5) Quando o que é tóxico é tomado como se fosse a substância própria da vida, isso acaba edificando uma confusão dos infernos, pois o mau é tomado por bom e o bom em essência é tomado por mau. Nada mais nefasto do que esta confusão demoníaca. Isso acaba fazendo com que ocorra uma apologia às drogas e ao próprio tráfico de drogas, que mata pessoas, destrói famílias e corrompe governos. E que eu saiba, apologia ao crime é crime - e isso é nefasto, hediondo.

O conservantismo é alimentado pela indolência dos bem nascidos

1) Tenho pena dos bem nascidos - eles, que são herdeiros de toda uma tradição de boas obras edificadas pela família da qual são originários, acabam se tornando cômodos, a ponto de conservarem o que é conveniente e dissociado da verdade.

2) Essas pessoas são indolentes, mais preocupadas em se divertir do que governar a própria vida na mais pura retidão moral e espiritual, coisa que pautou as gerações anteriores, fundamento para a verdadeira capitalização moral, base da verdadeira aristocracia.São pessoas dessa natureza que deixam países cristãos à mercê de invasores islâmicos. 
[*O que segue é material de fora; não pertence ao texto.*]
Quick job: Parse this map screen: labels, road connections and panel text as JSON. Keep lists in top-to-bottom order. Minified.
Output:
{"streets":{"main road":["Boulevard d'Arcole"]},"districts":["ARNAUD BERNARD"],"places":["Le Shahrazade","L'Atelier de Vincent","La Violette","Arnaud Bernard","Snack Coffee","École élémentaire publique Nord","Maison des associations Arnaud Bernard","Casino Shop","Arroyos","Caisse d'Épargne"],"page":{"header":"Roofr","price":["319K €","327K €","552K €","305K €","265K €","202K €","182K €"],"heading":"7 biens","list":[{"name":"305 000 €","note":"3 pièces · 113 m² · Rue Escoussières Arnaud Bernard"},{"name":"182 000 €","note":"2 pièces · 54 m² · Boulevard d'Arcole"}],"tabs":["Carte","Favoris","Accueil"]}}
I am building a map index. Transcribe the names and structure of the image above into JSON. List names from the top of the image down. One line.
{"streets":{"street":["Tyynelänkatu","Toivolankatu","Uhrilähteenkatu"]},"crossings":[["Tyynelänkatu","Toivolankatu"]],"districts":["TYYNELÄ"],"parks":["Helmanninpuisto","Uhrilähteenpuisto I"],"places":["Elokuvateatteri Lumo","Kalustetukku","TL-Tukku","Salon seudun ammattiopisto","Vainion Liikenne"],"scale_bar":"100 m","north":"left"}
3) Estamos num tempo em que não temos um Carlos Martel para contar a história de seus feitos mais notórios, de modo a impedir que um desastre maior ocorra, a ponto de o Mediterrâneo se reduzir a um lago muçulmano. Esse certamente seria o fim da História.

4) Digo isso por experiência própria - tive uma namorada que era uma bem nascida e que devotava sua vida para o nada. Passei três anos com ela - nada aprendeu comigo.

Notas sobre o conservantismo do Movimento Brasil Livre

1) Quem defende o Movimento Bosta Livre está cagando e andando para a verdade.

2) E lugar para se defecar é no vaso sanitário e não na rede social. Pois os meus olhos e ouvidos não são penico. Portanto, faz que vai cagar e some da minha timeline.

3) Que eu saiba, o parto da alma, a maiêutica, se faz com a alma aberta para a verdade, pois o parto da alma não começa no parto anal, como ensina o Paulo Ghiraldelli - pois do cu não sai vida, mas titica. E parto anal, que eu saiba, é aborto do que não presta - e não nascimento.

4) Então, por quê conservam o que é conveniente e dissociado da verdade? Parem de defecar pela boca e pelos seus dedos!

Notas sobre a educação cristã

1) Quando estava na catequese, quando apontei o que aponto, teve um que discordou de mim. E esse que discordou acabou desistindo da preparação.

2) O que falo é fruto de uma vida intelectual muito rica e de uma longa preparação. Se não tivesse uma formação sólida, jamais me poria em missão, de modo a servir a Cristo em terras distantes, tal qual faço.

3) A educação para a vida, voltada para aquilo que é conforme o Todo que vem de Deus, é permanente - e tal como as obras da Igreja, ela nunca acaba, pois a construção do verdadeiro saber é inacabável. Mesmo crismado, eu continuo ainda me aprimorando no conhecimento da tradição cristã. E jamais darei pitaco em coisas que desconheço - sei qual é o meu limite e isso eu respeito.

Notas sobre um vício de caráter tipicamente brasileiro

1) Falar em ser independente e original pressupõe superar todo e qualquer limite - e o bom senso - limitação fundada na sensatez, no agir prudente, coisa fundada na verdade - acabará sendo tomado como uma mera convenção social, um preconceito burguês que deve ser quebrado. Disso para o marxismo é um pulo.

2) Não é à toa que o princípio operacional da maldade é conservar o que é conveniente e dissociado da verdade. 

3) Quem é conforme o Todo que vem de Deus sempre se deixa guiar pela luz do Espírito Santo - por essa razão, é sempre dependente da bondade de Deus. É da providência divina, da divina inspiração, que eu, em particular, tendo a apreciar retamente todas as coisas, a ponto de separar o que devo conservar, que se funda na dor de Cristo, daquilo que é falso, fundado no fato de se conservar o que é conveniente e dissociado da verdade.